Your instructions
Give the records again in full, exactly as they appear.

[Saved data entries]
*** Block opens ***

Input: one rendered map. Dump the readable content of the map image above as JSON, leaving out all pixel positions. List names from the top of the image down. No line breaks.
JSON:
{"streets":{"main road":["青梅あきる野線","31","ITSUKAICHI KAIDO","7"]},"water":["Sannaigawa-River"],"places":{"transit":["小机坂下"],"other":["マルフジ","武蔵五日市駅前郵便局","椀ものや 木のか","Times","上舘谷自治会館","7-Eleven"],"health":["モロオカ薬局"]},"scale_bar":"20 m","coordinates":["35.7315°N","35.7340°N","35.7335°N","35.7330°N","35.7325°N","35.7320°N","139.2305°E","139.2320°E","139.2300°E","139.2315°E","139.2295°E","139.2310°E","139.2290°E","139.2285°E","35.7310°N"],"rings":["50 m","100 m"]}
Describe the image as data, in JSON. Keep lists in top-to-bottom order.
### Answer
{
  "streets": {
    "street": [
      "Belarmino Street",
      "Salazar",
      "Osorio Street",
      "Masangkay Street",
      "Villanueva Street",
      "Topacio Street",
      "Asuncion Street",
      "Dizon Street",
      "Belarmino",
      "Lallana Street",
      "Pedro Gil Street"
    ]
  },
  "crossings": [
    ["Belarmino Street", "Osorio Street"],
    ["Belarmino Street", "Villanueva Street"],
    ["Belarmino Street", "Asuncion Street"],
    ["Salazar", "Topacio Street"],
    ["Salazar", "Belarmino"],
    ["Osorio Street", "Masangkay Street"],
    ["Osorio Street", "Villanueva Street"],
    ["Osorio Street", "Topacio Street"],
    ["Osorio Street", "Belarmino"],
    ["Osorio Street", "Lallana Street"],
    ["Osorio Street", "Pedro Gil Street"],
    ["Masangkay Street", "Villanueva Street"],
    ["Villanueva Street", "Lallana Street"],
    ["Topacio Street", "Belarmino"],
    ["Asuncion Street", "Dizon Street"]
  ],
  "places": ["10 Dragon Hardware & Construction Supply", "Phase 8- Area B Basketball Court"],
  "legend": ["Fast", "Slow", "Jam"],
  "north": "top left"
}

*** Block closes ***

Solution for this exercise
Input: one rendered map. Dump the readable content of the map image above as JSON, leaving out all pixel positions. List names from the top of the image down. No line breaks.
JSON:
{"streets":{"main road":["青梅あきる野線","31","ITSUKAICHI KAIDO","7"]},"water":["Sannaigawa-River"],"places":{"transit":["小机坂下"],"other":["マルフジ","武蔵五日市駅前郵便局","椀ものや 木のか","Times","上舘谷自治会館","7-Eleven"],"health":["モロオカ薬局"]},"scale_bar":"20 m","coordinates":["35.7315°N","35.7340°N","35.7335°N","35.7330°N","35.7325°N","35.7320°N","139.2305°E","139.2320°E","139.2300°E","139.2315°E","139.2295°E","139.2310°E","139.2290°E","139.2285°E","35.7310°N"],"rings":["50 m","100 m"]}
Describe the image as data, in JSON. Keep lists in top-to-bottom order.
### Answer
{
  "streets": {
    "street": [
      "Belarmino Street",
      "Salazar",
      "Osorio Street",
      "Masangkay Street",
      "Villanueva Street",
      "Topacio Street",
      "Asuncion Street",
      "Dizon Street",
      "Belarmino",
      "Lallana Street",
      "Pedro Gil Street"
    ]
  },
  "crossings": [
    ["Belarmino Street", "Osorio Street"],
    ["Belarmino Street", "Villanueva Street"],
    ["Belarmino Street", "Asuncion Street"],
    ["Salazar", "Topacio Street"],
    ["Salazar", "Belarmino"],
    ["Osorio Street", "Masangkay Street"],
    ["Osorio Street", "Villanueva Street"],
    ["Osorio Street", "Topacio Street"],
    ["Osorio Street", "Belarmino"],
    ["Osorio Street", "Lallana Street"],
    ["Osorio Street", "Pedro Gil Street"],
    ["Masangkay Street", "Villanueva Street"],
    ["Villanueva Street", "Lallana Street"],
    ["Topacio Street", "Belarmino"],
    ["Asuncion Street", "Dizon Street"]
  ],
  "places": ["10 Dragon Hardware & Construction Supply", "Phase 8- Area B Basketball Court"],
  "legend": ["Fast", "Slow", "Jam"],
  "north": "top left"
}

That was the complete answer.